I russi accusano Kiev, ma potrebbero essere gli oppositori di Putin i responsabili dell’attentato in cui è rimasta uccisa Darya Dugina, figlia di Alexander Dugin, uno dei più stretti alleati politici dello “zar”, tanto da essere definito il suo ideologo.

Ilya Ponomarev, un ex membro della Duma russa espulso per attività anti-Cremlino, sostiene che l’attentato sia opera “dell’esercito repubblicano nazionale”, un gruppo di partigiani russi. “Questo attacco – afferma – apre una nuova pagina nella resistenza russa al Putinismo. Nuova, ma non l’ultima”.

In un manifesto del gruppo partigiano in questione si definisce Putin “un usurpatore del potere e criminale di guerra che sarà deposto”. Nello stesso documento Dugina viene descritta come “obiettivo legittimo, perché fedele compagna del padre che sosteneva il genocidio in Ucraina”.

Mosca al momento segue “tutte le piste” e gli investigatori non si sbilanciano, ma fonti filorusse e media governativi hanno già puntato il dito contro Kiev. Convinti inoltre che il vero obiettivo dell’attentato fosse Dugin e non la figlia, 29enne giornalista e analista politica impegnata in prima linea a difendere l’invasione dell’Ucraina. L’ideologo di Putin infatti avrebbe dovuto essere su quell’auto, saltata in aria a causa di 400 grammi di tritolo piazzati sotto il sedile del conducente e telecomandati a distanza.

L'Ucraina ha subito respinto le accuse. “Non siamo uno stato criminale, a differenza della Russia, e sicuramente non uno stato terrorista”, ha detto Mikhailo Podolyak, principale consigliere del presidente Volodymyr Zelensky.
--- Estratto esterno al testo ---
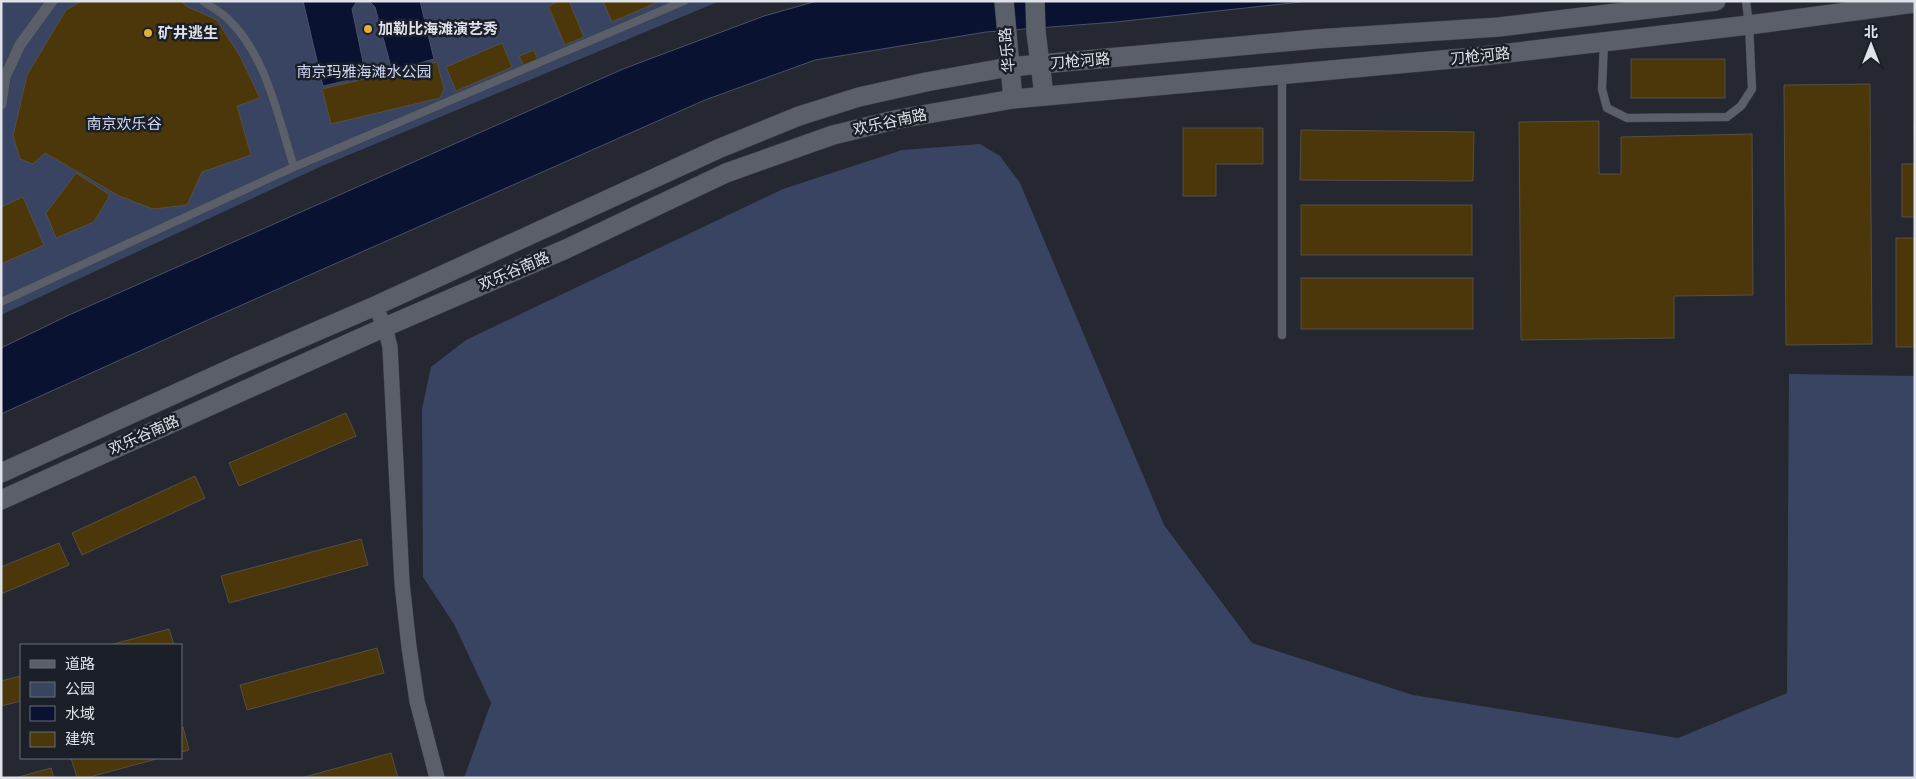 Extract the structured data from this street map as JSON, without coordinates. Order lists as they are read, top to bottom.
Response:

Accuse contro Kiev sono state lanciate anche da commentatori di media russi vicino al Cremlino, alcuni dei quali avevano lavorato con la Dugina. “L'attacco è stato quasi certamente organizzato dai servizi speciali ucraini, ma non c'è dubbio che hanno agito su istruzioni e nell'interesse delle agenzie anglosassoni”, ha denunciato in un intervento sull'agenzia Ria Novosti l'editorialista Piotr Akopov.